“One of the most pointed, confronting, unapologetic and stimulating emails,” writes Bal Kama, a leading commentator on Papua New Guinea affairs. He had received the communication from a professor of politics, an expert on the PNG government system, who agreed that it be shared. “It’s healthy to hear the minds of radical thinkers from beyond our shores, however unsettling,” commented Bal Kama.
IT REALLY is a curious question. Where did Papua New Guinea’s majoritarian unicameral idea come from? There was simply no plausible model.
It was created in PNG in 1964 at the same time the former Legislative Council dominated by Australian members was abolished. Why?
When granting self-government to the Australasian colonies, the legislative councils were retained. If we had had a Labor government in 1964, this might have been explainable for it was Labor policy to abolish state upper houses. But Australia was very non-Labor in 1964.
It appears the PNG design was invented out of whole cloth. The same design was adopted in the Northern Territory in 1974. (Because Queensland was such a·success?) Also in the Solomons in 1976 and in Vanuatu in 1980.

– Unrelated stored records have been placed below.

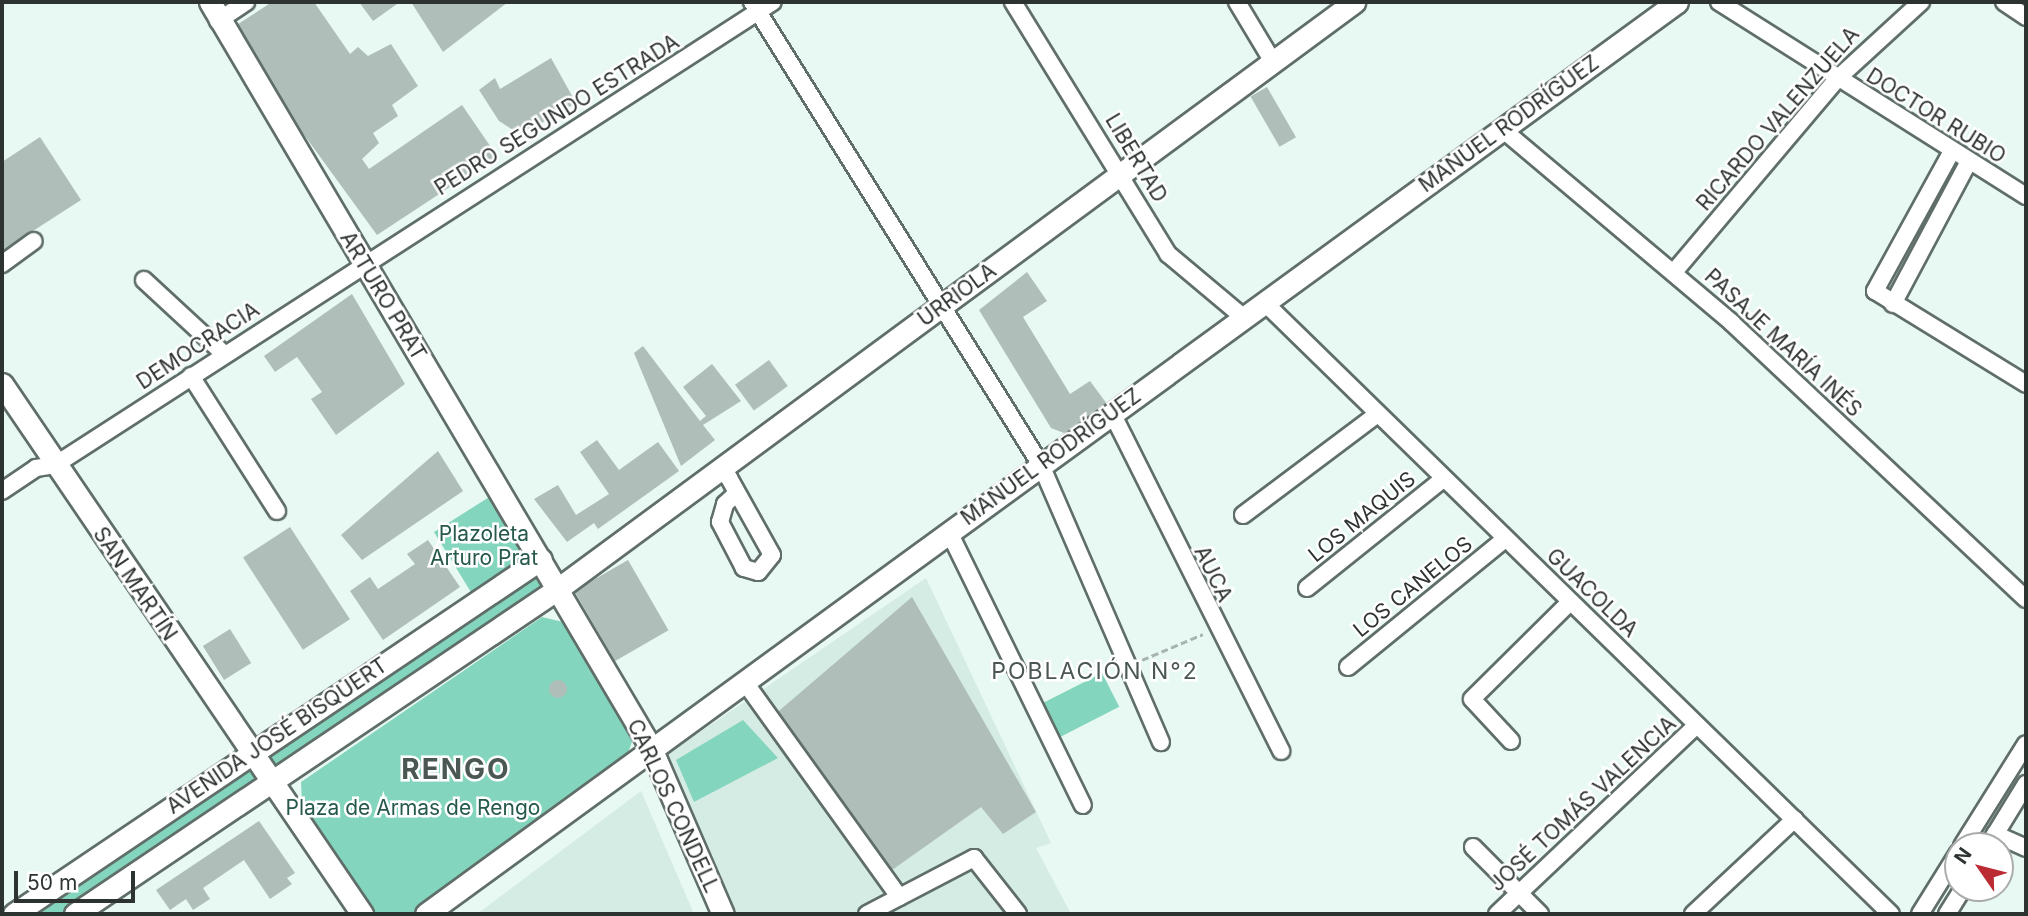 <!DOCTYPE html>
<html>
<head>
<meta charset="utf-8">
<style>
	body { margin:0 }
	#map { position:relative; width:2028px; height:916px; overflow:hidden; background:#e8f8f2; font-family:Inter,sans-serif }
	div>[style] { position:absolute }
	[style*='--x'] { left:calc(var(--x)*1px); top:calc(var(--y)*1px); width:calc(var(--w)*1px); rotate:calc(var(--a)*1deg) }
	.built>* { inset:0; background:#d5ece4 }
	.green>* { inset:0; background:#84d5bd; transform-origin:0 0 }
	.building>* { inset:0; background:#afbeb8; transform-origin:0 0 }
	.round { border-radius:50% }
	.path>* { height:2.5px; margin-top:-1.25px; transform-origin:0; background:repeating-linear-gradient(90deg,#a7b4af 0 7px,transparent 0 10.5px) }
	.roads { filter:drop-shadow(2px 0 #606e69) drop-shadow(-2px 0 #606e69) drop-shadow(0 2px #606e69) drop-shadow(0 -2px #606e69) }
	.minor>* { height:16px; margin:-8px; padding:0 8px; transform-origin:8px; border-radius:8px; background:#fff }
	.major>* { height:21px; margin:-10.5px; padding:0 10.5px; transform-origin:10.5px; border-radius:10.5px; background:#fff }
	span { translate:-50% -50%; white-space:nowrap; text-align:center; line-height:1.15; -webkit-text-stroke:5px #fff; paint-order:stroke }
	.street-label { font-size:21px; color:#2d3331 }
	.park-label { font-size:21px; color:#26594b }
	.neighbourhood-label { font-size:23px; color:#4a5753; letter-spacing:2px }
	.district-label { font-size:28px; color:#4a5753; font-weight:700; letter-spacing:2px }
	.frame { position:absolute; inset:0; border:4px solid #2d3331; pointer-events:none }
	.north { position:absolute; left:1944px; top:832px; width:70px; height:70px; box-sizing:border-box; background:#fff; border:2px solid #abadad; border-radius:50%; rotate:305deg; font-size:19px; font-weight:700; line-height:28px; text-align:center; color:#2d3331 }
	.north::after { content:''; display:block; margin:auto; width:24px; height:32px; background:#bb2b34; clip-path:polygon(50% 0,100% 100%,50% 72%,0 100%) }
	.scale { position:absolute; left:14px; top:871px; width:121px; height:32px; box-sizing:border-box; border:4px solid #2d3331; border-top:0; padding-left:9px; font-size:21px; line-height:24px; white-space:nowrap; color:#2d3331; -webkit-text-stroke:5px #fff; paint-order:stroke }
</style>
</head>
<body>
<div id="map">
	<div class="built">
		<div style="clip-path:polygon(926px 578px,1051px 843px,1036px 848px,1070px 912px,737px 914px,668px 754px)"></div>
		<div style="clip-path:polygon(641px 791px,694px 914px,477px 914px)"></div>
	</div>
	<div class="green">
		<div style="clip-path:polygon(494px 494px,525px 543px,522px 564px,474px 597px,434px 532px)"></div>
		<div style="left:534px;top:570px;width:25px;height:618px;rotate:56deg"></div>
		<div style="clip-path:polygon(542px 617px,567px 623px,634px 736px,628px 753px,415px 914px,376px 913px,302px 803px,301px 782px)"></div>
		<div style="left:1102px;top:673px;width:38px;height:68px;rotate:63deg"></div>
		<div style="clip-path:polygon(743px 720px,778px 758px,694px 802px,676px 760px)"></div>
	</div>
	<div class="building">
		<div style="clip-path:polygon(272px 2px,314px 2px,350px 54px,358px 47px,368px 56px,391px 44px,418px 86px,392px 105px,398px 116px,373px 133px,379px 143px,362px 159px,369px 169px,462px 105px,497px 156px,377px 235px,270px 88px,235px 26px)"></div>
		<div style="clip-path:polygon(359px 2px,395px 2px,397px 4px,373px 21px)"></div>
		<div style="clip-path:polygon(411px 2px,508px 2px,443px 52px)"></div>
		<div style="clip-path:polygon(551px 58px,576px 103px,521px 135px,499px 121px,479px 90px,495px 78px,500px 89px)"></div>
		<div style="left:1267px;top:87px;width:58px;height:19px;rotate:60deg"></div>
		<div style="clip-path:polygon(40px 137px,81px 200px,2px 251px,2px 162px)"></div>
		<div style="clip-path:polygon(1027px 272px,1047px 301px,1023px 317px,1070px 394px,1090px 381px,1107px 404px,1064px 433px,1051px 428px,979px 310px)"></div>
		<div style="clip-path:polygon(352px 294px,405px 384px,336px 435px,311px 399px,322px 392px,297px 357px,275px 372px,264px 356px)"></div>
		<div style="clip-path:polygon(643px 346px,700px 421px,706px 416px,683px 387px,712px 364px,741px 401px,703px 425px,715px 440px,681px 466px,634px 353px)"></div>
		<div style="left:769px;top:360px;width:32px;height:42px;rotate:54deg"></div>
		<div style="clip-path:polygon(597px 440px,619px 470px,658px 442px,679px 471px,598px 529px,594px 523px,567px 542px,534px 499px,558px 485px,576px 515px,609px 494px,580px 452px)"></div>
		<div style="clip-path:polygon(438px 451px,463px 491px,362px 560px,341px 535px)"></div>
		<div style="left:290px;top:527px;width:110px;height:56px;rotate:57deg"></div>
		<div style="clip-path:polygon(428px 540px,460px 587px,383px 640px,350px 591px,370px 577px,378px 589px,415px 564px,407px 554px)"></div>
		<div style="left:628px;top:560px;width:81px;height:62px;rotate:60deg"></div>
		<div style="clip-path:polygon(912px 597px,1036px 812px,1003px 834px,981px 807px,892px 870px,773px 716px)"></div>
		<div style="left:230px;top:629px;width:40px;height:32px;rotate:58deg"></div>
		<div class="round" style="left:549px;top:680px;width:18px;height:18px"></div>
		<div style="clip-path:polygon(259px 821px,295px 873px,287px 878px,292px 884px,270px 899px,244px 860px,203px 888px,210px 899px,193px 910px,186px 899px,170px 910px,156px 890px)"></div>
	</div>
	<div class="path">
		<div style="--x:1142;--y:660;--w:66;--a:-23.1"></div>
	</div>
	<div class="roads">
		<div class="minor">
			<div style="--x:752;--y:2;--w:546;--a:58.03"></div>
			<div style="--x:1041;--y:465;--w:302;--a:66.6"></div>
			<div style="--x:1013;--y:2;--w:296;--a:58.4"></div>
			<div style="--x:1168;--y:254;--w:98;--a:40"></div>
			<div style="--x:1237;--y:2;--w:70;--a:59"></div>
			<div style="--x:1719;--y:2;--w:363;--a:32.3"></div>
			<div style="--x:2004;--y:2;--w:27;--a:34"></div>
			<div style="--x:218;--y:21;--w:34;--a:-34"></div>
			<div style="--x:1502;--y:129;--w:301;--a:40.1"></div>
			<div style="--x:1732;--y:323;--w:403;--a:43.2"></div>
			<div style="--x:1952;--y:151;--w:160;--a:118.8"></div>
			<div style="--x:1875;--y:291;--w:177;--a:31.6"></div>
			<div style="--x:2;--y:264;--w:39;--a:-36"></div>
			<div style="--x:1674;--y:272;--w:253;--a:-49.8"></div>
			<div style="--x:1837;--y:79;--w:114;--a:-42.5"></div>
			<div style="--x:144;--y:280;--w:109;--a:42.8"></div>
			<div style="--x:1264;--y:302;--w:876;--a:44.31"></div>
			<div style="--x:1893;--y:304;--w:162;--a:-62"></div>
			<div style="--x:191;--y:376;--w:160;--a:57.5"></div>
			<div style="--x:1112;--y:413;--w:378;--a:63.4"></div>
			<div style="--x:723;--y:467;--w:13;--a:61"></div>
			<div style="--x:729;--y:478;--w:88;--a:60.8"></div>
			<div style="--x:772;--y:555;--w:22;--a:129"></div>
			<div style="--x:758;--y:572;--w:15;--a:-164"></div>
			<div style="--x:744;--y:568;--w:52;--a:-117.6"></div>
			<div style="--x:720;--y:522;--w:19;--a:-74"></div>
			<div style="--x:725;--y:504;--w:16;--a:-43"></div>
			<div style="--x:2;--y:491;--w:41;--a:-34.1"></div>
			<div style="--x:36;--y:468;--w:19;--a:-9"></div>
			<div style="--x:55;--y:465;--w:854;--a:-32.82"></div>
			<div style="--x:1243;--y:515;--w:166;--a:-36.9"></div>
			<div style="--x:949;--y:532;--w:304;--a:63.9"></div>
			<div style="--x:1307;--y:588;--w:174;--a:-38.7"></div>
			<div style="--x:1348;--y:667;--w:203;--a:-39.2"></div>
			<div style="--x:744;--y:681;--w:266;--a:54.3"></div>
			<div style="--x:1511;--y:741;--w:57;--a:-132.9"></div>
			<div style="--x:1472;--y:699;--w:138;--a:-44.7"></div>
			<div style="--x:1995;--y:834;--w:34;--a:24"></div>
			<div style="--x:1962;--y:846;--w:120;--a:-57.9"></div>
			<div style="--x:1988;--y:846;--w:73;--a:-58.5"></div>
			<div style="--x:1473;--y:847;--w:95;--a:45"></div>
			<div style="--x:867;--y:914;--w:121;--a:-27.6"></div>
			<div style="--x:974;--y:858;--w:71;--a:51.8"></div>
			<div style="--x:1497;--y:914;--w:275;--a:-43.4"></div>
			<div style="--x:1693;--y:914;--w:139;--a:-43"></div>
			<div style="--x:1920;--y:914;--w:72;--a:-58.1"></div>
			<div style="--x:1947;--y:914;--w:31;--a:-58"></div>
		</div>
		<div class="major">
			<div style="--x:210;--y:2;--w:867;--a:59.41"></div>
			<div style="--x:651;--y:748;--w:181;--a:66.6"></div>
			<div style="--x:2;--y:384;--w:641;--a:55.81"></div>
			<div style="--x:14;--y:914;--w:635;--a:-33.97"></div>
			<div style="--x:75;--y:914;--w:584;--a:-33.96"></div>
			<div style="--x:559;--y:588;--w:988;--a:-36.39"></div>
			<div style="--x:426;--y:914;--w:1548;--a:-36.09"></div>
		</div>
	</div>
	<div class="street-label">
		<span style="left:557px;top:115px;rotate:-32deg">PEDRO SEGUNDO ESTRADA</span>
		<span style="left:1936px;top:116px;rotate:32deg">DOCTOR RUBIO</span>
		<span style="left:1778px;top:119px;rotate:-49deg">RICARDO VALENZUELA</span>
		<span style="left:1509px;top:124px;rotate:-36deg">MANUEL RODRÍGUEZ</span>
		<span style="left:1136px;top:158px;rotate:59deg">LIBERTAD</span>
		<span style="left:957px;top:295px;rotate:-36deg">URRIOLA</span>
		<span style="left:383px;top:296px;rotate:59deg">ARTURO PRAT</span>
		<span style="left:1783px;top:343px;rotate:43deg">PASAJE MARÍA INÉS</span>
		<span style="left:198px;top:346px;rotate:-33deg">DEMOCRACIA</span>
		<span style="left:1051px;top:457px;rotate:-36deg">MANUEL RODRÍGUEZ</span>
		<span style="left:1362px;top:517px;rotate:-39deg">LOS MAQUIS</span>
		<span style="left:1213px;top:574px;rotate:64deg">AUCA</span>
		<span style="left:135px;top:584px;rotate:56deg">SAN MARTÍN</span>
		<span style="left:1413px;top:587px;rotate:-39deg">LOS CANELOS</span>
		<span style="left:1592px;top:593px;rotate:44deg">GUACOLDA</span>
		<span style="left:277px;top:736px;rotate:-34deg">AVENIDA JOSÉ BISQUERT</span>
		<span style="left:1583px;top:804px;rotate:-43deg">JOSÉ TOMÁS VALENCIA</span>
		<span style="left:673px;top:806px;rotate:65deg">CARLOS CONDELL</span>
	</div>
	<div class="park-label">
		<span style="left:484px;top:546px">Plazoleta<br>Arturo Prat</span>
		<span style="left:413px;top:808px">Plaza de Armas de Rengo</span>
	</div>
	<div class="neighbourhood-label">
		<span style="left:1095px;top:671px">POBLACIÓN N°2</span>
	</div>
	<div class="district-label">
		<span style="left:456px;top:769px">RENGO</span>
	</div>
	<div class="frame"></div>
	<div class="north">N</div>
	<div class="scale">50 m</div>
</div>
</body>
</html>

I do not know what the explanation is. It cannot be a matter of thoughtlessness for committees have to sit around and design electoral boundaries.
Whatever the explanation, it was a colossal blunder and the people have been paying the price. At the sub-national level the governments have a federal check but at the national level it spells doom.
We have seen 40 years of research and bandaid ‘governance’·activity during which everything has gone backwards, 40 years of humanitarian disaster and ever-deepening exploitation of the people by their politicians.
Asking people to have faith in a new generation of leaders has not a shred of scholarly credibility. It also defies common sense.
The main reason almost no one agrees that the political structure is the problem is because they already have a long-standing, comfortable and complete explanation of why Pacific policies fail their culture.
It does not dawn on them that the problem is not the translation of the faulty culture into the parliament but rather the imposition of a faulty parliament on the culture.
The authors just assume the parliament - their own culture - is faultless.
There is nothing wrong with Melanesian culture, but if there were, does it make sense to foist a political structure on them which has never worked with any culture?
Pacific academics and bureaucrats constitute a fairly small group of people, mainly Canberra based. They attend the same seminars and read each other's writings and the ‘culture-is-a-problem thesis’ is something they agree on; a taken-for-granted truth.
The reason no counter-argument penetrates is not only because it requires admission of error and an inversion of thinking but because it would be breaking ranks.
This culture prejudice misunderstands that the very purpose of a political system is to deal with the culture. That is what it is there for: if men were angels no government would be necessary (Madison).
If the system isn’t working, it is not the victims' fault. If the design isn't working, it is not a satisfactory design.
PNG (along with the Solomons and Vanuatu) is afflicted with a political design that never works, that cannot deal with any culture.
As to having faith in leaders, I am unaware of any scholar who postulated that modern institutional change occurs because politicians are selfless, f ar-sighted and wise.
I have concluded their overall findings are: (a) that political actors seek change if they think they will be better off under the new system and (b) that what actually happens depends on the preceding circumstances These are rather weak findings.
So perhaps a starting point to reform discussions could be discussion of PNG 's dubious beginning.
When the PNG House of Assembly was formed in 1964, independence was far away. A few years later Australian attitudes reversed. In June 1972, under Australian pressure to prepare for independence, the Assembly under Chief Minister Somare created the Constitutional Planning Committee. Australia (Minister f or External Territories Andrew Peacock) refused to supply any Australian officials to participate in or advise the Committee.
The Committee set up 500 discussion groups, toured the country, held 110 public meetings, received 2,000 submissions and tabled its report in the House of Assembly in August 1974.
A run-down of the events leading up to independence can be found here.
The Whitlam government was in a hurry to be rid of the colony.
Whether or not the country’s dubious start is a lever to get a debate moving, somehow the notion of proportional representation’s introduction has to get legs and be pushed until it is introduced.
Is it time to revisit the suggestion of Sir John Guise that PNG needs a presidential system? Now is the time to ask the hard questions about the integrity and viability of the systems that were established in the beginning. Is the Westminster unicameral system suitable for PNG?